_Dataset entries_.
--------------------------------------------------

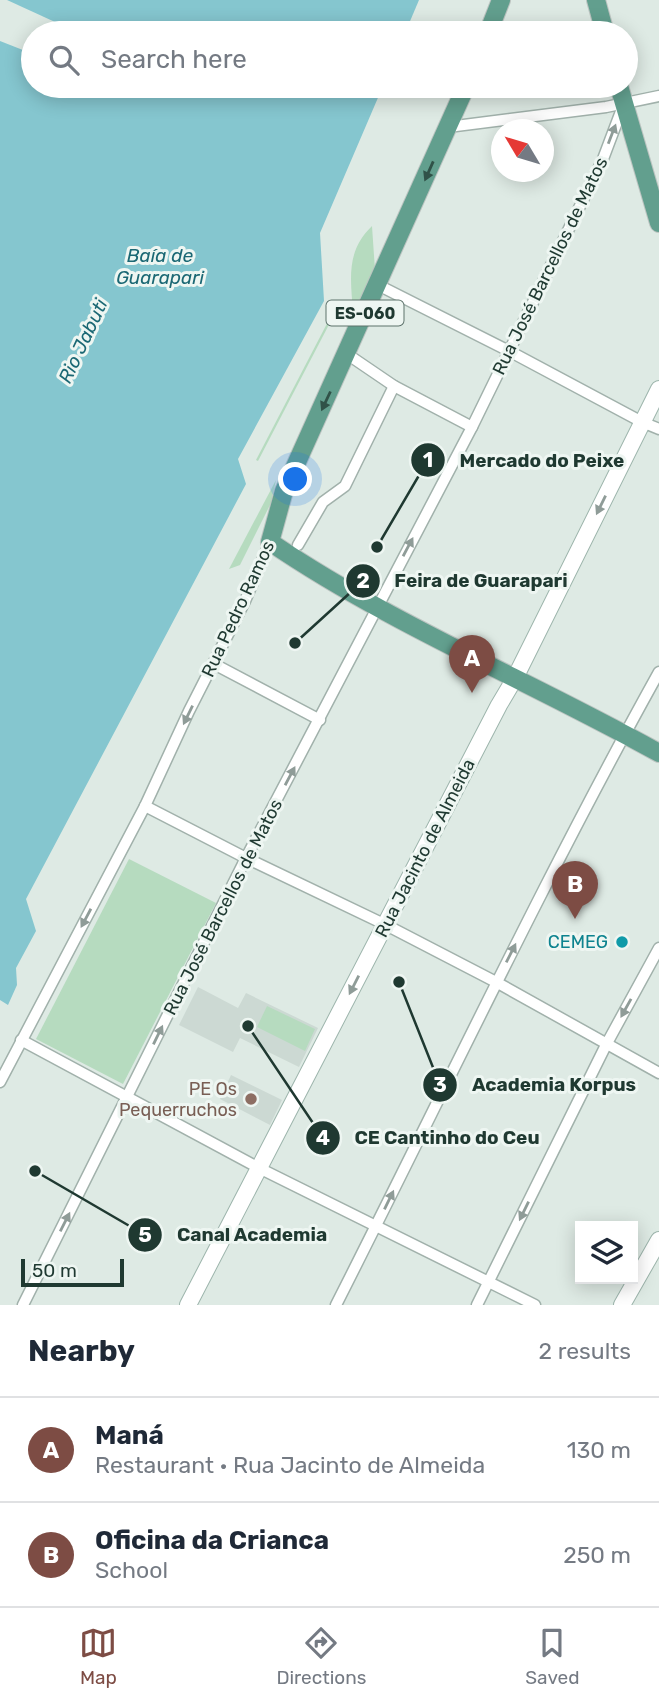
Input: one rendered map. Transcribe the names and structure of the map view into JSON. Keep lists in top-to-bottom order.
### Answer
{
  "streets": {
    "main road": ["ES-060", "Rua Pedro Ramos"],
    "street": ["Rua José Barcellos de Matos", "Rua Jacinto de Almeida"]
  },
  "one_way": ["Rua José Barcellos de Matos", "Rua Pedro Ramos"],
  "water": ["Baía de Guarapari", "Rio Jabuti"],
  "places": [
    "Mercado do Peixe",
    "Feira de Guarapari",
    "CEMEG",
    "Academia Korpus",
    "CE Cantinho do Ceu",
    "PE Os Pequerruchos",
    "Canal Academia"
  ],
  "scale_bar": "50 m",
  "north": "top left",
  "page": {
    "search": "Search here",
    "pins": ["A", "B"],
    "scale": "50 m",
    "heading": ["Nearby", "2 results"],
    "list": [
      {
        "mark": "A",
        "name": "Maná",
        "note": "Restaurant · Rua Jacinto de Almeida",
        "value": "130 m"
      },
      {
        "mark": "B",
        "name": "Oficina da Crianca",
        "note": "School",
        "value": "250 m"
      }
    ],
    "nav": ["Map", "Directions", "Saved"]
  }
}
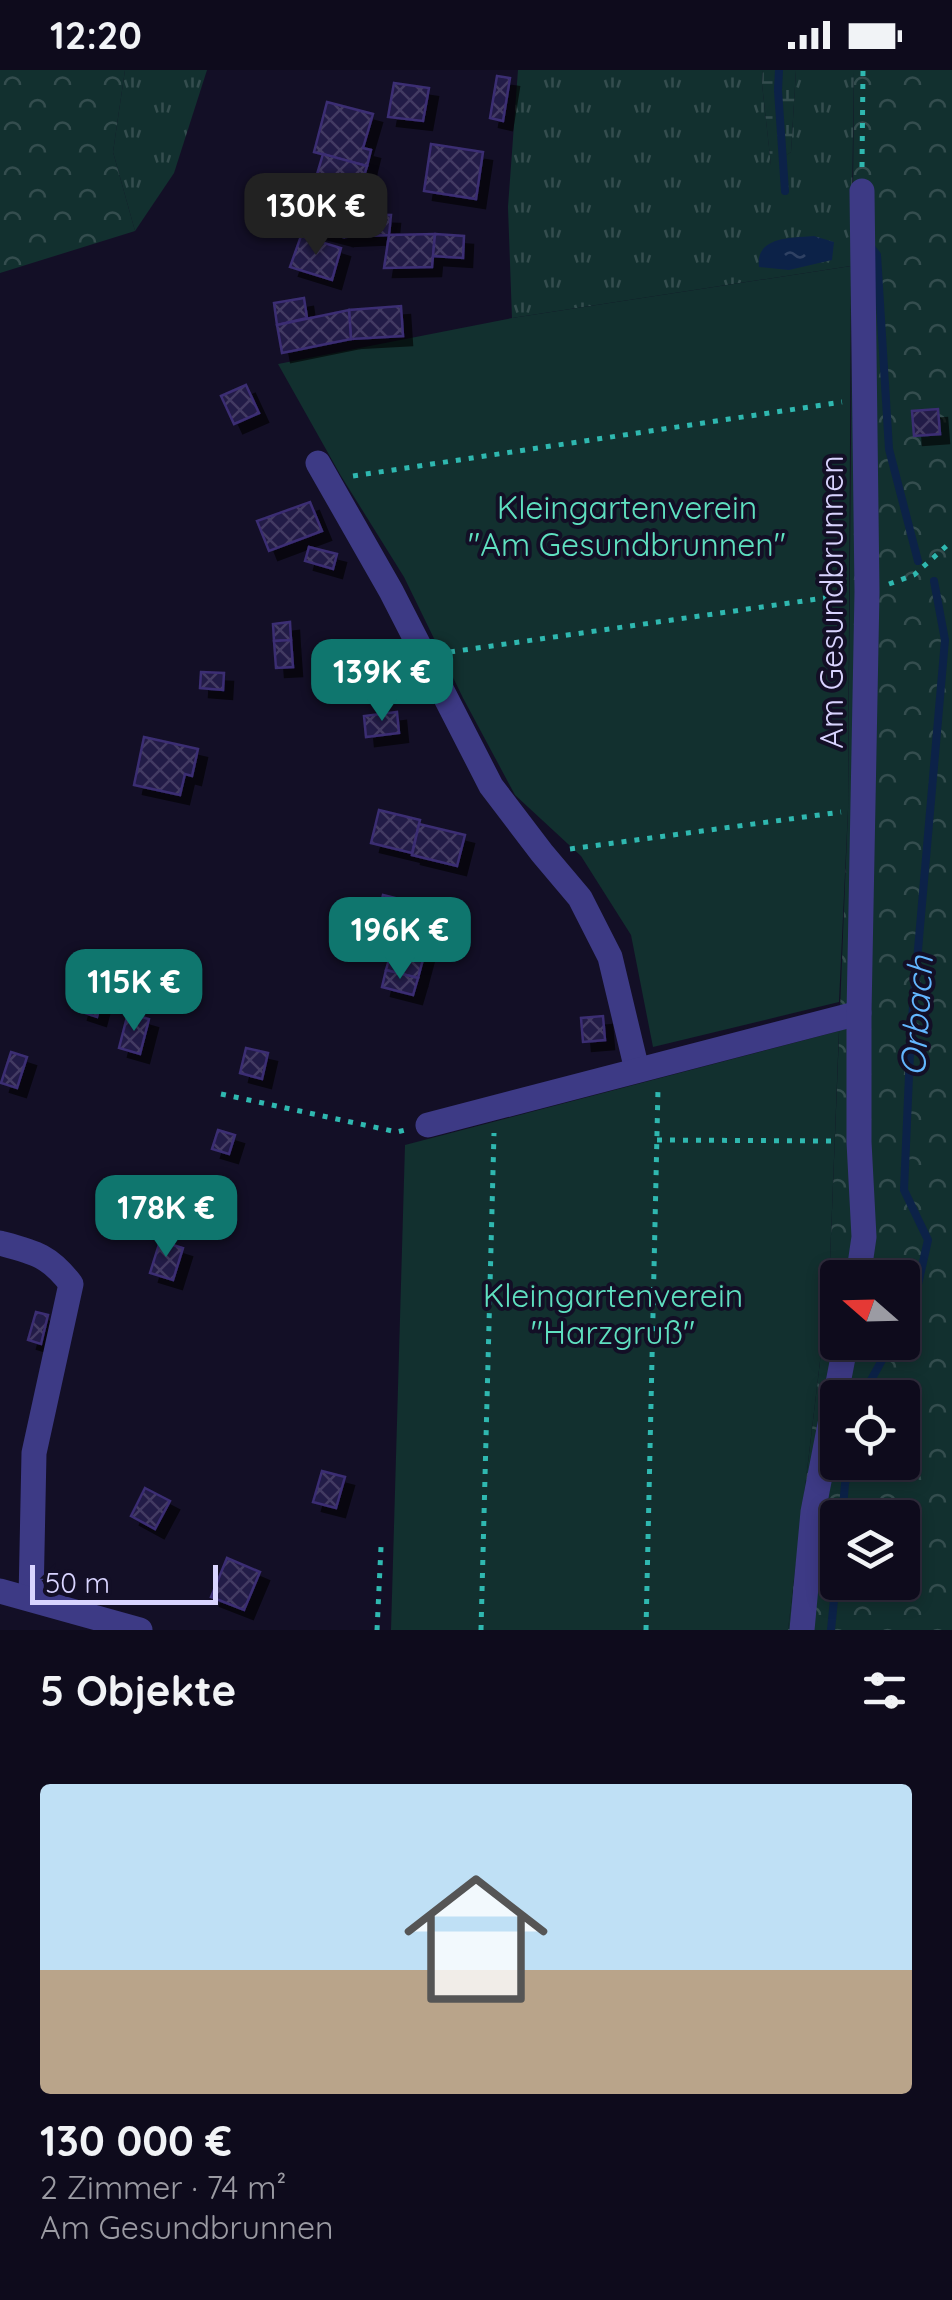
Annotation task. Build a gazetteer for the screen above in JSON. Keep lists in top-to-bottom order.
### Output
{
  "streets": {
    "street": ["Am Gesundbrunnen"]
  },
  "water": ["Orbach"],
  "parks": ["Kleingartenverein \"Am Gesundbrunnen\"", "Kleingartenverein \"Harzgruß\""],
  "scale_bar": "50 m",
  "north": "left",
  "page": {
    "status": "12:20",
    "price": [
      "130K €",
      "139K €",
      "196K €",
      "115K €",
      "178K €"
    ],
    "scale": "50 m",
    "heading": "5 Objekte",
    "list": [
      {
        "name": "130 000 €",
        "note": "2 Zimmer · 74 m² · Am Gesundbrunnen"
      }
    ]
  }
}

--------------------------------------------------

_Your assignment_. Copy out each line of the data that includes the string "order".

_Answer for the task_.
Input: one rendered map. Transcribe the names and structure of the map view into JSON. Keep lists in top-to-bottom order.
Annotation task. Build a gazetteer for the screen above in JSON. Keep lists in top-to-bottom order.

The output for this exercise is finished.